Leslie West Decodes His “Mississippi Queen” Tone

(Image credit: Richard E. Aaron/Redferns/Getty Images)

This is an excerpt from an archival GP interview with Leslie West.

“Mountain's first gig was at Fillmore West in 1969,” remembers Leslie West. “I had been using Marshall amps, and that’s what I expected to find when I opened a bunch of cartons that had arrived from the airport, but instead I got a Sunn - and it wasn’t even a guitar amp. 

"The cartons contained a Sunn Coliseum P.A. head and four 4x12 cabinets, and I thought, ‘There’s no way I can get a good tone out of this thing.’ But the head had four microphone inputs and a master volume control, and when I plugged in and turned it up I got this amazing tone, which became my sound. 

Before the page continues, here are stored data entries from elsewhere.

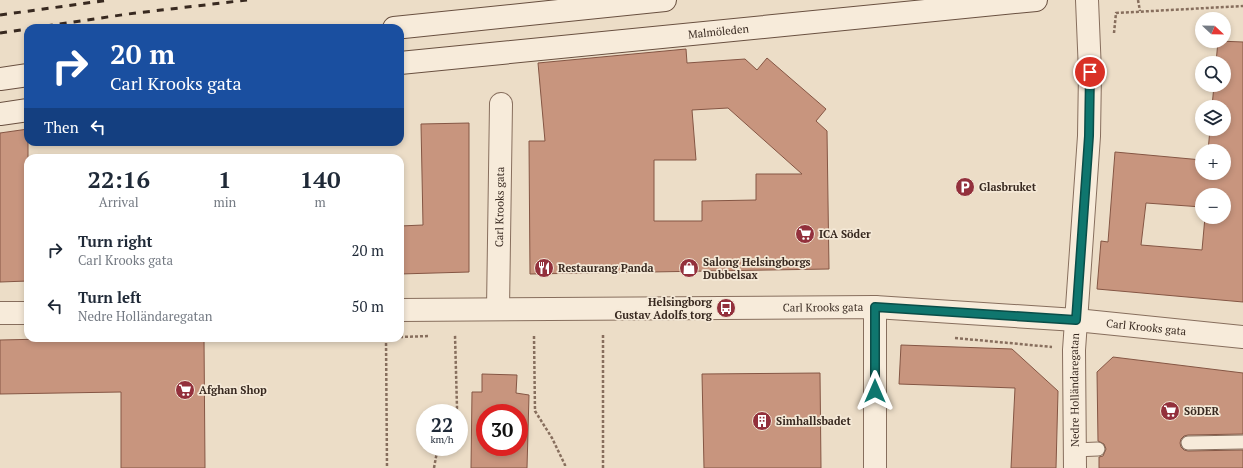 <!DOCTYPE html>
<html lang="en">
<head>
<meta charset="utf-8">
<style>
  body { margin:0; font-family:"PT Serif",serif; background:#f2f2f3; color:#1f2937; height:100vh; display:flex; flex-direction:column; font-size:15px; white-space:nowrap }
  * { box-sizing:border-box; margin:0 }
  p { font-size:13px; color:#747a83 }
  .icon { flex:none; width:22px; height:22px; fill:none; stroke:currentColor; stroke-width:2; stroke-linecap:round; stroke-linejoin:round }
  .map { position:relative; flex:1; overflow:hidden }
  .details { position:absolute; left:24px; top:154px; width:380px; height:188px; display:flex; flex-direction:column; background:#fff; border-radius:12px; box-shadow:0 2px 6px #0003 }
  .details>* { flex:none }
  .banner { position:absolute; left:24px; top:24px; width:380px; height:122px; border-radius:12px; box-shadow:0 2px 6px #0003; background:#1a4fa0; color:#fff; overflow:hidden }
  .needle { width:26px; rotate:112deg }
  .tools { position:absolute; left:1195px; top:12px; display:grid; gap:8px }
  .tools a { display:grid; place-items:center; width:36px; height:36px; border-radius:50%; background:#fff; box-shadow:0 2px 6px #0003; font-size:20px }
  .speed { position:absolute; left:416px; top:404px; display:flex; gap:8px; font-size:20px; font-weight:700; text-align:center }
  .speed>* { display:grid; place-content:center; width:52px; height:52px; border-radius:50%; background:#fff; box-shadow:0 2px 6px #0003; line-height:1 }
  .speed small { font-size:10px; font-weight:400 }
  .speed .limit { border:6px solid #d22; background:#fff; color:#111 }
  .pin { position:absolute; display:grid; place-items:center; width:34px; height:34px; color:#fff; margin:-17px; border:2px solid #fff; border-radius:50%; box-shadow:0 1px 4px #0007 }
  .me { position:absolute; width:44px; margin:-22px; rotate:0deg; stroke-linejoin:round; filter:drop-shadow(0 0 3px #0008) }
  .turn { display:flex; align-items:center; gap:14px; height:84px; padding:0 20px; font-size:18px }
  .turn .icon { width:52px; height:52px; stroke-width:2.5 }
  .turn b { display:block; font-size:28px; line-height:34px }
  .then { display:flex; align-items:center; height:38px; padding:0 20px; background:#0003; gap:8px; font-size:15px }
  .eta { display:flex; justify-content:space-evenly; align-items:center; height:68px; text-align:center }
  .eta b { font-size:24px; font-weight:700; line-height:28px }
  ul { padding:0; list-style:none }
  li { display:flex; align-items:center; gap:12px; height:56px; padding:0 20px }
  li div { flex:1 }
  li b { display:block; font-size:15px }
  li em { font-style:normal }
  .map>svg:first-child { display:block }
</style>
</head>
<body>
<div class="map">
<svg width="1243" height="468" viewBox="0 0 1243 468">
  <rect width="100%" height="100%" fill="#ecddc7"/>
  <path fill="#c8957e" stroke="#855644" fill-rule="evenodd" d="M1218 41 1243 42V302L1097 289 1101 241 1108 242 1115 152 1202 160V173H1224V151H1208L1210 129H1224V107H1212L1214 85H1224V63H1216ZM1202 195H1224V217H1205L1202 250 1141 245 1146 203 1202 207Z
    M686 49 687 63 745 59 757 70 767 58 826 109 816 121 827 131 829 269 530 274 529 141H545L538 63ZM728 108 802 174H756V200L702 201V221H654V160H696L692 110Z
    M469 123V272L400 274V226L423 225 421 124Z
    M28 129V281L0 282V133Z
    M89 338H204L205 468H121V392L0 394V340Z
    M901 345 1012 349 1058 391 1056 468H1011L1015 388 899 384Z
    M1113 357 1243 373V434L1188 435 1184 436 1181 439 1180 443 1181 447 1184 450 1188 451 1243 450V468H1099V457L1103 456 1106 449 1104 444 1098 441 1097 372Z
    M820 373 821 468H704L702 374Z
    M482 374 517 375 516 393 529 395 527 468H471L472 392H482ZM485 413H519V447H485Z"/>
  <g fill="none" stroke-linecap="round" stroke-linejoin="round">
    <defs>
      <path id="lane" d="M1188 443 1243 442
        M1074 450 1098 449"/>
      <g id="street">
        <path id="s1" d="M498 309 501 104"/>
        <path id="s2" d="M400 310 875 307 1076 320 1243 337"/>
        <path d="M0 313H28"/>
        <path d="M875 468V307"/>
        <path id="s3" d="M1075 468 1074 350 1089 136 1090 72 1087 0"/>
      </g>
      <g id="secondary">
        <path d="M394 28 665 0"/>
        <path id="s4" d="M400 63 1036 0"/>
        <path d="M0 79 28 75"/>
        <path d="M0 114 28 110"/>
      </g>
    </defs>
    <use href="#lane" stroke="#876e5d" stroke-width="15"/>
    <use href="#street" stroke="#876e5d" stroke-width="24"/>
    <use href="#secondary" stroke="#695040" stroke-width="24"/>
    <path stroke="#876e5d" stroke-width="2.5" stroke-dasharray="3 2" stroke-linecap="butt" d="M1138 0 1140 11
      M1114 33 1116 13 1243 6
      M603 335V468
      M534 336 535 411 552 438 565 465V468
      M400 337 429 336
      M386 338 387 468
      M955 338 1052 347
      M311 340 364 338
      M454 413 457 408 455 335
      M434 468 436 457 439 447"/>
    <use href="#lane" stroke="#f7ebda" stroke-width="13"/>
    <use href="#street" stroke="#f7ebda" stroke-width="22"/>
    <use href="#secondary" stroke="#f7ebda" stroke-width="22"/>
    <path stroke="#382920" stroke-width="3" stroke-dasharray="7 7" stroke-linecap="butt" d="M0 15 109 0
      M32 28 128 14 247 0
      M0 33 28 29"/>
  </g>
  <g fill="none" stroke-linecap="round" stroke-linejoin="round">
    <defs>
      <path id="route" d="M875 391V307L1076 320 1089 136 1090 72"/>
    </defs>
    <use href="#route" stroke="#0a4d48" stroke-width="10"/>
    <use href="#route" stroke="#0f766e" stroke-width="7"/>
  </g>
  <defs>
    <symbol id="parking-disc" viewBox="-11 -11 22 22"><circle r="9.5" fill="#93303c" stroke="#f4e8d6"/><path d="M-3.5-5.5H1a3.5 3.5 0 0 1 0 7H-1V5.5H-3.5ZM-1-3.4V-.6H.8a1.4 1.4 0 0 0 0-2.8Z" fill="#fff"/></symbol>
    <symbol id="supermarket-disc" viewBox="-11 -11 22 22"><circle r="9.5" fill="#93303c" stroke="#f4e8d6"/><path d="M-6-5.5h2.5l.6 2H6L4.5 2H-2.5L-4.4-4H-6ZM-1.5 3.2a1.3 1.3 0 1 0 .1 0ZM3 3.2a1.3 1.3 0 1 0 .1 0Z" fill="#fff"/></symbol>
    <symbol id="restaurant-disc" viewBox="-11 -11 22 22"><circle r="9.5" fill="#93303c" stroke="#f4e8d6"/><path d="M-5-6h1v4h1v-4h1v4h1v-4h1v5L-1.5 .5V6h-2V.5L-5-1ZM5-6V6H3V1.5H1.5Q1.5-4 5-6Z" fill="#fff"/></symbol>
    <symbol id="shop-disc" viewBox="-11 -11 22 22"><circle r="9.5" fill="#93303c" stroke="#f4e8d6"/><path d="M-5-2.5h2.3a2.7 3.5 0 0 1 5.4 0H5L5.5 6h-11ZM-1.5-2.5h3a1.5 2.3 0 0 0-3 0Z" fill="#fff"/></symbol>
    <symbol id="bus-disc" viewBox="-11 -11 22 22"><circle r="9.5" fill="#93303c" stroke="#f4e8d6"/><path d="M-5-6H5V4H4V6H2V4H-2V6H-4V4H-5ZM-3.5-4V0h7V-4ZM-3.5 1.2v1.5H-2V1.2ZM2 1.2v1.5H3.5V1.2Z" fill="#fff"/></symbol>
    <symbol id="building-disc" viewBox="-11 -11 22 22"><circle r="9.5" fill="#93303c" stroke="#f4e8d6"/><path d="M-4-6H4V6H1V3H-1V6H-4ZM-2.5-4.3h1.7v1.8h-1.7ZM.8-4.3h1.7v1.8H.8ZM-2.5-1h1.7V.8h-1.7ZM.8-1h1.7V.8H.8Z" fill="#fff"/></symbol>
  </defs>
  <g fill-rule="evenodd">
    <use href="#parking-disc" x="954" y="176" width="22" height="22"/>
    <use href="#supermarket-disc" x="794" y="223" width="22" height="22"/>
    <use href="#restaurant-disc" x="533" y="257" width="22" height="22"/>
    <use href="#shop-disc" x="678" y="257" width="22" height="22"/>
    <use href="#bus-disc" x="715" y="297" width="22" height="22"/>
    <use href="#supermarket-disc" x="174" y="379" width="22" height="22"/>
    <use href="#supermarket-disc" x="1159" y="400" width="22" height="22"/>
    <use href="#building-disc" x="751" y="410" width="22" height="22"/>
  </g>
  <g text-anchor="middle" stroke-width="3.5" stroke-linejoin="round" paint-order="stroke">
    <g font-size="11" fill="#382920" stroke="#f4e8d6">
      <text dy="4" stroke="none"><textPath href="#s4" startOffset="320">Malmöleden</textPath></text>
      <text dy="4" stroke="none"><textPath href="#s1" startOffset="102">Carl Krooks gata</textPath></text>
      <text dy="4" stroke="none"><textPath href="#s2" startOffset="423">Carl Krooks gata</textPath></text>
      <text dy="4" stroke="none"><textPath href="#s2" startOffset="747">Carl Krooks gata</textPath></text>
      <text dy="4" stroke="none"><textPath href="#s3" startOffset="78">Nedre Holländaregatan</textPath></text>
    </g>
    <g font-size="11" font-weight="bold" fill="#382920" stroke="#f4e8d6" text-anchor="start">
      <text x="979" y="191">Glasbruket</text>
      <text x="819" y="238">ICA Söder</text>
      <text x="703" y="266">Salong Helsingborgs<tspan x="703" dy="13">Dubbelsax</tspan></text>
      <text x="558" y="272">Restaurang Panda</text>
      <text x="712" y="306" text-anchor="end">Helsingborg<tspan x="712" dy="13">Gustav Adolfs torg</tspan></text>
      <text x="199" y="394">Afghan Shop</text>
      <text x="1184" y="415">SöDER</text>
      <text x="776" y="425">Simhallsbadet</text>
    </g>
  </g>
</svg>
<div class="tools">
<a><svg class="needle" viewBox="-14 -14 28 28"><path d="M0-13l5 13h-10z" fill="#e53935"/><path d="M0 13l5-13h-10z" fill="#747a83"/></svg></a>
<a><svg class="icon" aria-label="search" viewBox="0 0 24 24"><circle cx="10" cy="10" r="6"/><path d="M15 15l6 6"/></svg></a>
<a><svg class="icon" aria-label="layers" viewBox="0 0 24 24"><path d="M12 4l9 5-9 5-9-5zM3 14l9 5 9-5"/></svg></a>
<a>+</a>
<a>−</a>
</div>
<div class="speed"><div>22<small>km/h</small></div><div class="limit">30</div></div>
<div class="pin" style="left:1090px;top:72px;background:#d93025"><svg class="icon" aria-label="arrive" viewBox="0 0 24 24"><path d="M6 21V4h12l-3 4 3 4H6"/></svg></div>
<svg class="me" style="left:875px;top:391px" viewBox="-20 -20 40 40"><path d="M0-17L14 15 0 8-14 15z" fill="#0f766e" stroke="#fff" stroke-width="4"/></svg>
<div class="banner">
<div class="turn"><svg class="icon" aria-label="right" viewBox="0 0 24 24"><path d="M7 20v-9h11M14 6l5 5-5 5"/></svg><div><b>20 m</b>Carl Krooks gata</div></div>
<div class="then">Then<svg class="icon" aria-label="left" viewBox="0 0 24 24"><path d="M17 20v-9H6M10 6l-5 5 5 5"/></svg></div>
</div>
<section class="details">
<div class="eta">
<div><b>22:16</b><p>Arrival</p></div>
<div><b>1</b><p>min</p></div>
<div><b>140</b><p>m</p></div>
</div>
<ul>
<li><svg class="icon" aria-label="right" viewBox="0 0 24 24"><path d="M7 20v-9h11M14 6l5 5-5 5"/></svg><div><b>Turn right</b><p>Carl Krooks gata</p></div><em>20 m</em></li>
<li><svg class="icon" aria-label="left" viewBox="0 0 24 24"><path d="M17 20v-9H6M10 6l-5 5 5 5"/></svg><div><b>Turn left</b><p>Nedre Holländaregatan</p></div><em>50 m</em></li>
</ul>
</section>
</div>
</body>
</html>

"And remember, this was years before amps had master volume controls. The head had huge transformers and gigantic KT88 tubes, and the cabinets were loaded with Eminence speakers, which never hurt your ears even with the treble all the way up. That’s the amp I used on Mountain Climbing, which included ‘Mississippi Queen.’”

West was playing a couple of ’50s Gibson Les Paul Juniors at the time “Mississippi Queen” was recorded: a 1956 single-cutaway and a slightly newer double-cutaway.

“The single-cutaway had a better sound than the other one,” he recalls. “And back then I used to string them with standard sets of La Bella Electric Guitar strings, but I’d substitute .010-gauge A banjo strings for the high-E strings and move the other five strings down one slot, because you couldn’t get extra-light sets at that time.”

The single P-90 pickups in those guitars were essential to West’s tones, but they tended to feed back and could be difficult to control.

“It always felt like the guitars were trying to jump out of my hands,” he says. “And the controls didn’t do much. Between about 1 and 6 the volume controls would give you a clean tone, then around 7 to 9 the sound got a little dirtier - but when you turned them up to 10 you’d get this extra blast of sound. 

"I usually played with the tone controls fully open, because you didn’t get much variation when you rolled them back, unless you rolled them all the way off.

“These days, I can pretty much get the ‘Mississippi Queen’ tone out of any guitar. Larry DiMarzio once told me my tone was in my right-hand attack, and he was right. Also, I never felt like I needed a two- or three-pickup guitar, because you can get a lot of tones out of a single pickup. If you’re in a room filled with gasoline, how many matches do you really need? One good one and a backup!”